「キホトリ」について

 一昨年、民事訴訟法の改正・公布がありました。全面的な施行日は公布から4年以内とされています。
 現行法からの変更点は多岐にわたり、オンラインによる裁判手続に関する規定も追加されました。新法施行後は、当事者に弁護士が付いている場合、訴状の提出をオンラインで行うことが義務化され、郵送または持参による提出は出来なくなります。弁護士が訴訟に携わるためには、たとえ記録管理は紙媒体で行っているとしても、オンラインで訴状のデジタルデータを取り扱わなければなりません。

 当然ながら、訴状などの裁判書類には多くの個人情報が含まれているため、慎重な取扱いが求められます。これまで、弁護士の情報セキュリティ対策の取組を支援することを目的とする「弁護士情報セキュリティガイドライン」は存在していましたが、裁判手続のIT化に関する法整備と合わせて見直しが進められ、同ガイドラインに代わるものとして、新たに「弁護士情報セキュリティ規程」が制定されました(令和6年6月1日より施行予定)。
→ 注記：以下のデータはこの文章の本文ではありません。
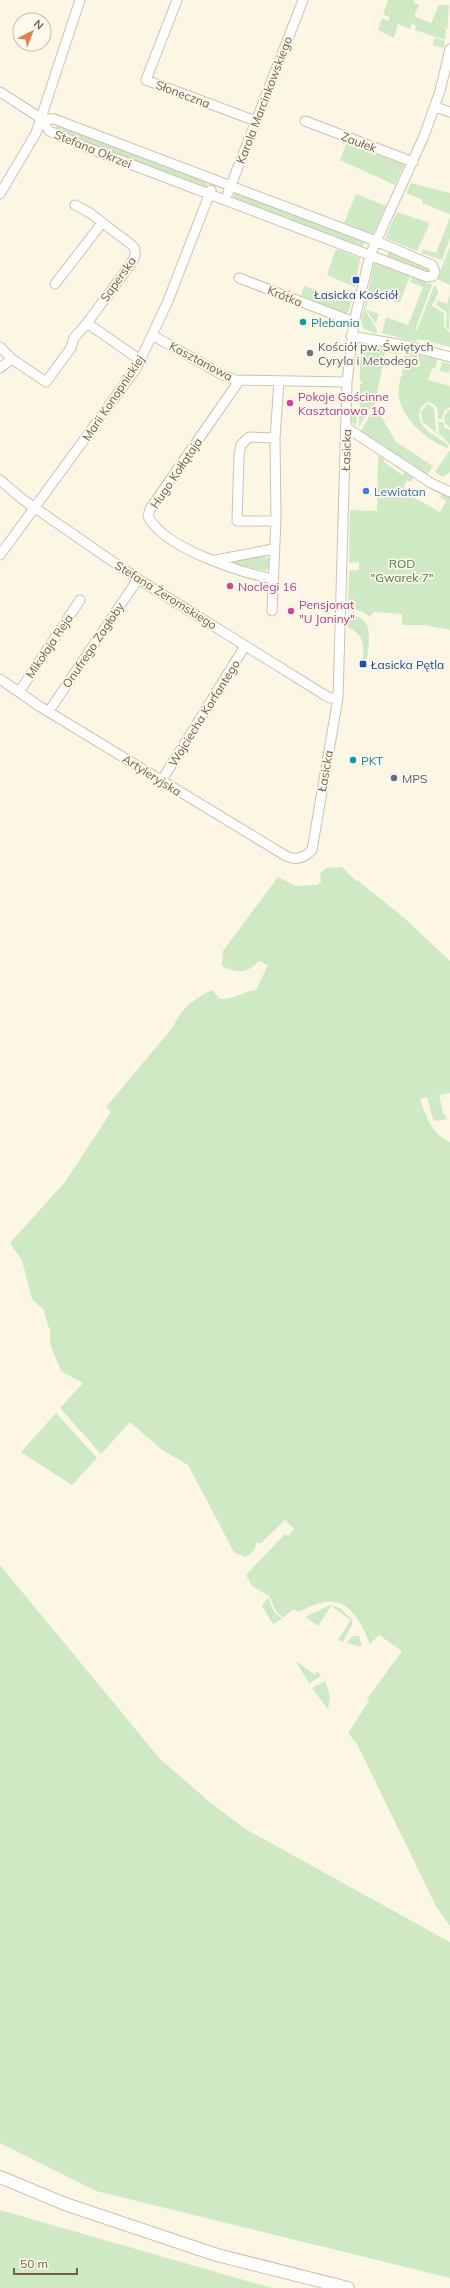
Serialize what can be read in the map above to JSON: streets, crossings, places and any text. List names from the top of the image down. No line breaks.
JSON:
{"streets":{"street":["Słoneczna","Karola Marcinkowskiego","Zaułek","Stefana Okrzei","Saperska","Krótka","Kasztanowa","Marii Konopnickiej","Łasicka","Hugo Kołłątaja","Stefana Żeromskiego","Onufrego Zagłoby","Mikołaja Reja","Wojciecha Korfantego","Artyleryjska"]},"crossings":[["Słoneczna","Karola Marcinkowskiego"],["Karola Marcinkowskiego","Stefana Okrzei"],["Zaułek","Łasicka"],["Stefana Okrzei","Marii Konopnickiej"],["Stefana Okrzei","Łasicka"],["Krótka","Łasicka"],["Kasztanowa","Marii Konopnickiej"],["Kasztanowa","Łasicka"],["Kasztanowa","Hugo Kołłątaja"],["Marii Konopnickiej","Stefana Żeromskiego"],["Łasicka","Stefana Żeromskiego"],["Łasicka","Artyleryjska"],["Stefana Żeromskiego","Onufrego Zagłoby"],["Stefana Żeromskiego","Wojciecha Korfantego"],["Onufrego Zagłoby","Artyleryjska"],["Mikołaja Reja","Artyleryjska"],["Wojciecha Korfantego","Artyleryjska"]],"parks":["ROD \"Gwarek 7\""],"places":{"transit":["Łasicka Kościół","Łasicka Pętla"],"other":["Plebania","Kościół pw. Świętych Cyryla i Metodego","Pokoje Gościnne Kasztanowa 10","Lewiatan","Noclegi 16","Pensjonat \"U Janiny\"","PKT","MPS"]},"scale_bar":"50 m","north":"top right"}
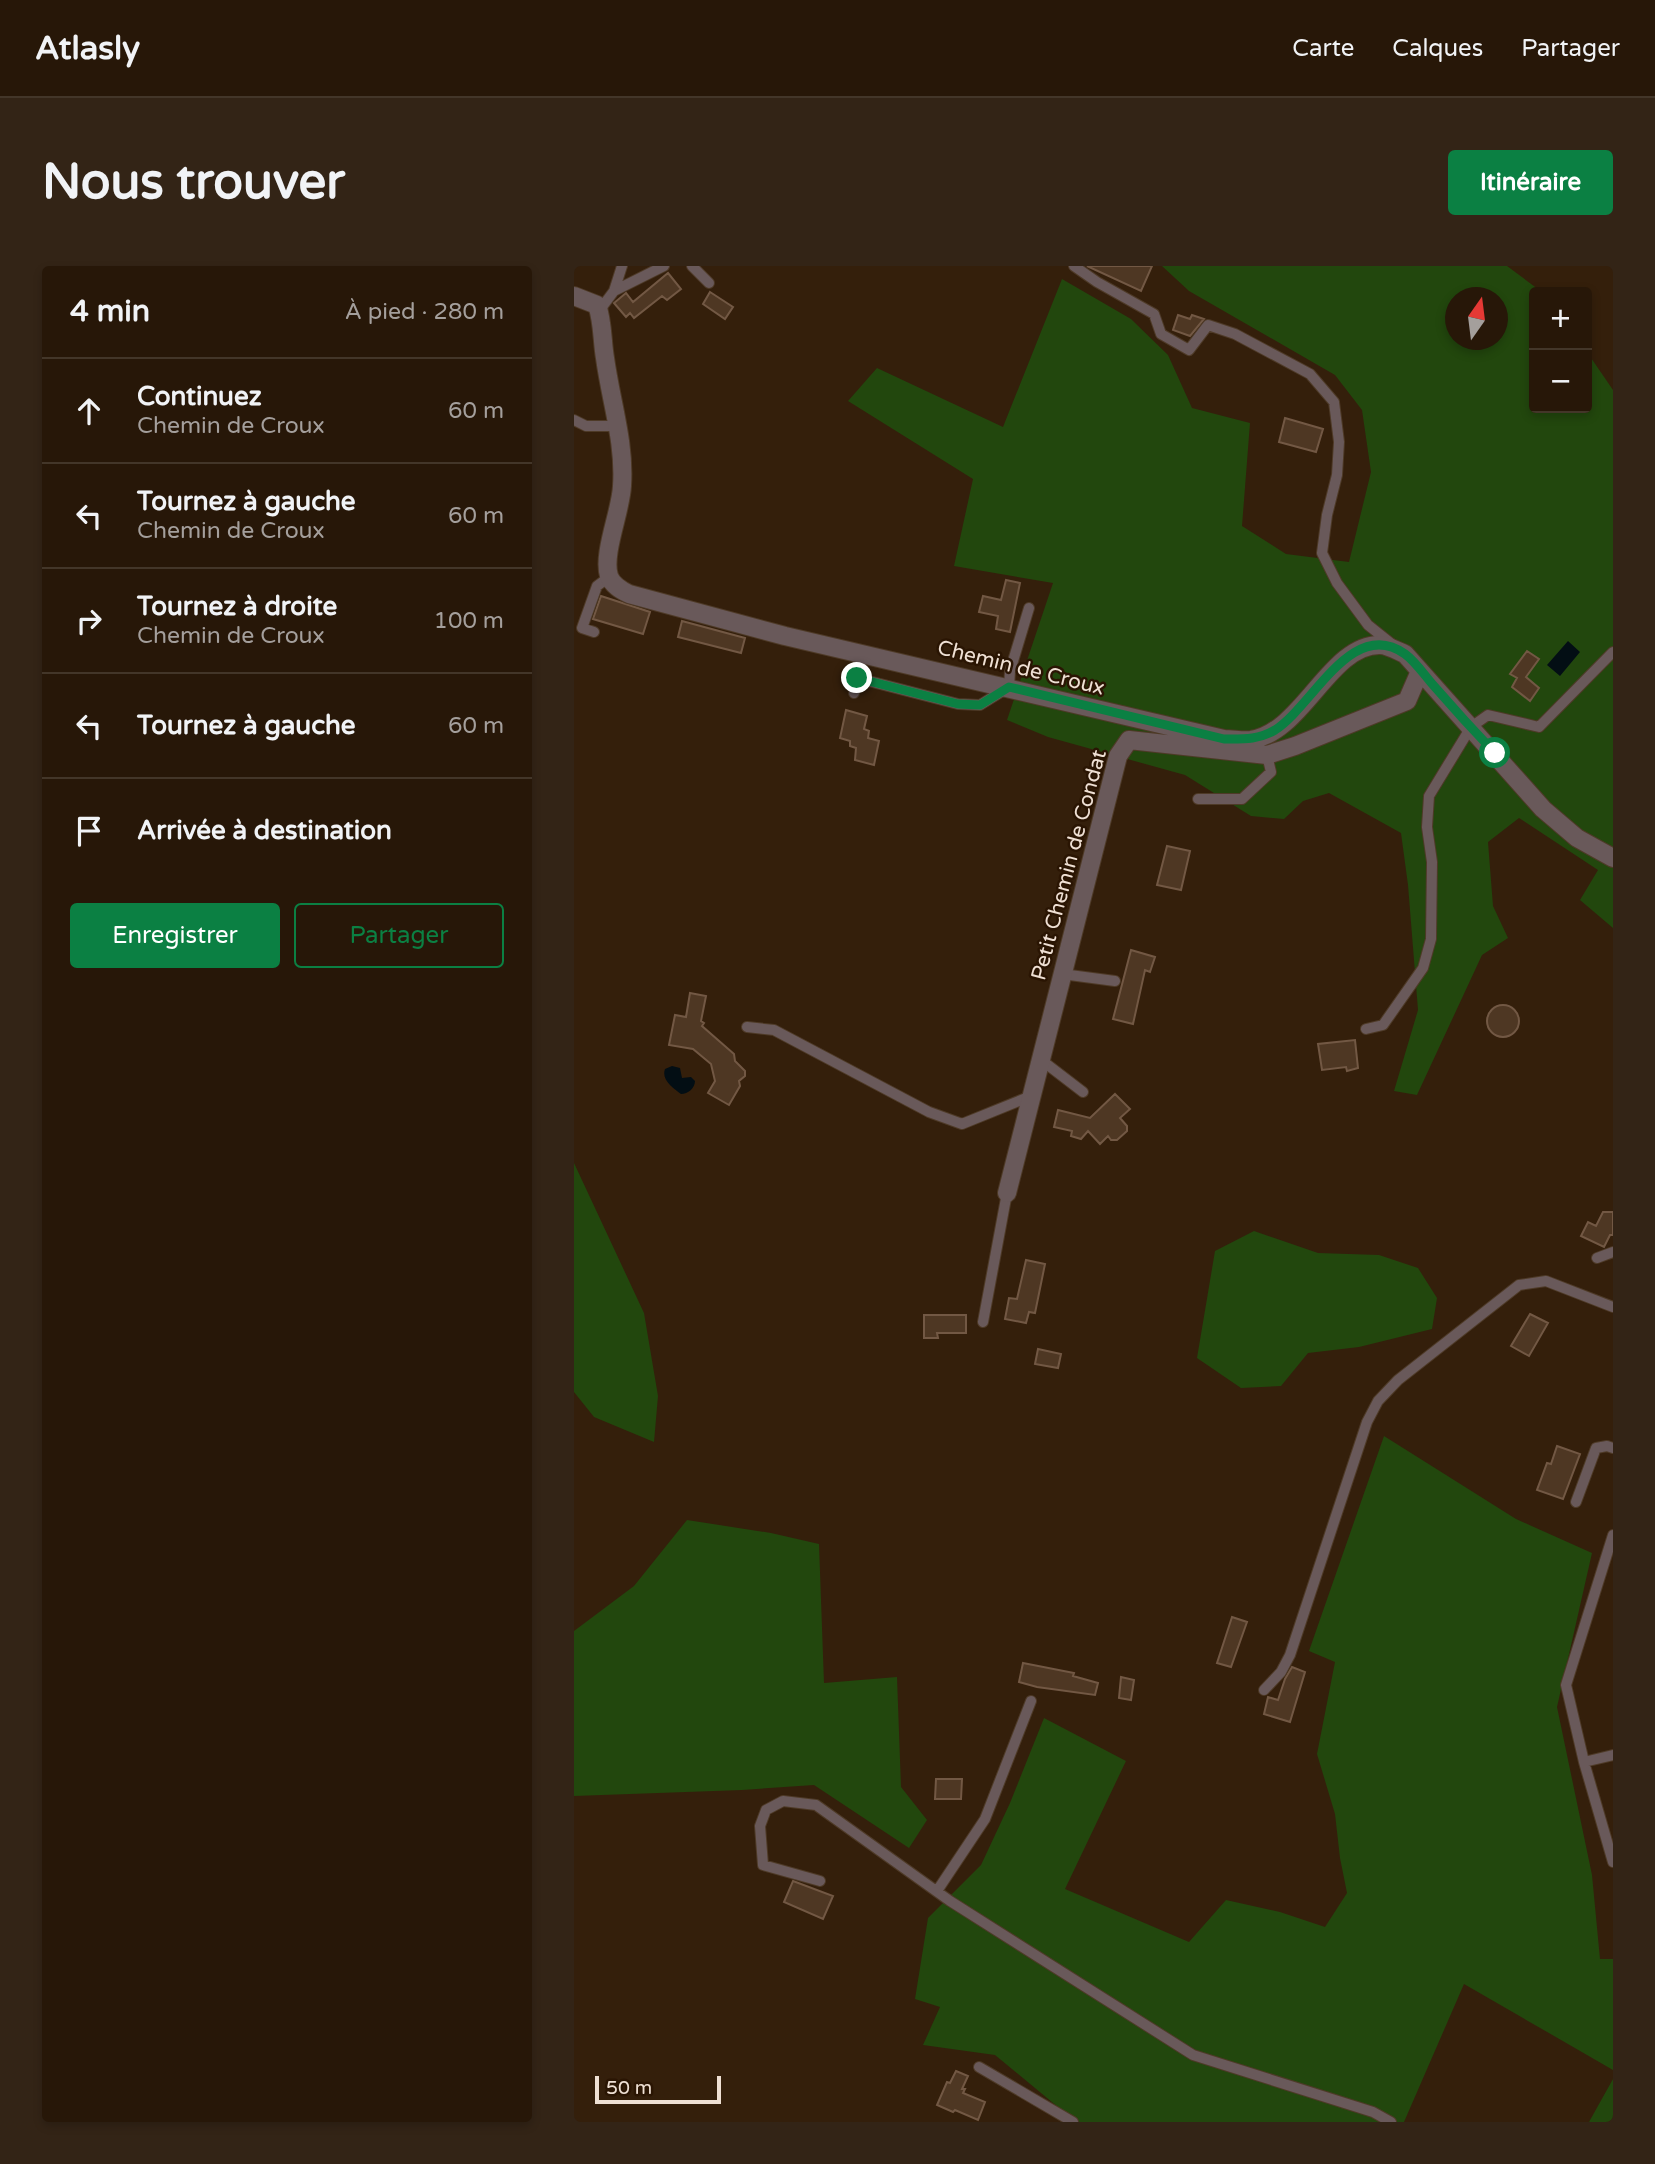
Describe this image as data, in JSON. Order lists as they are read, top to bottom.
{
  "streets": {
    "street": ["Chemin de Croux", "Petit Chemin de Condat"]
  },
  "scale_bar": "50 m",
  "north": "top",
  "page": {
    "header": "Atlasly",
    "nav": ["Carte", "Calques", "Partager"],
    "buttons": [
      "Itinéraire",
      ["Enregistrer", "Partager"]
    ],
    "title": "Nous trouver",
    "heading": ["4 min", "À pied · 280 m"],
    "map_buttons": ["+", "−"],
    "list": [
      ["Continuez", "Chemin de Croux", "60 m"],
      ["Tournez à gauche", "Chemin de Croux", "60 m"],
      ["Tournez à droite", "Chemin de Croux", "100 m"],
      ["Tournez à gauche", "60 m"],
      "Arrivée à destination"
    ],
    "scale": "50 m"
  }
}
 同規程においては、弁護士等が「情報セキュリティ確保のための基本的な取扱方法」を定めることとなっています。この「基本的な取扱方法」が「キホトリ」と略称されているようです。
 また、同規程では「キホトリ」を定めるうえで配慮する事項として、安全管理措置の具体的内容、情報のライフサイクル管理の方法、点検及び改善の方法、漏えい事故が発止した場合の対応の方法、が挙げられています(「情報のライフサイクル」とは、情報の生成・作成から破棄までの一連の過程を指すものです)。当事務所でも、これらの事項を中心とした取扱方法を策定し運用しています。

 さらなるオンライン手続の拡大も予想されており、ハード・ソフト両面の整備が一層重要となっています。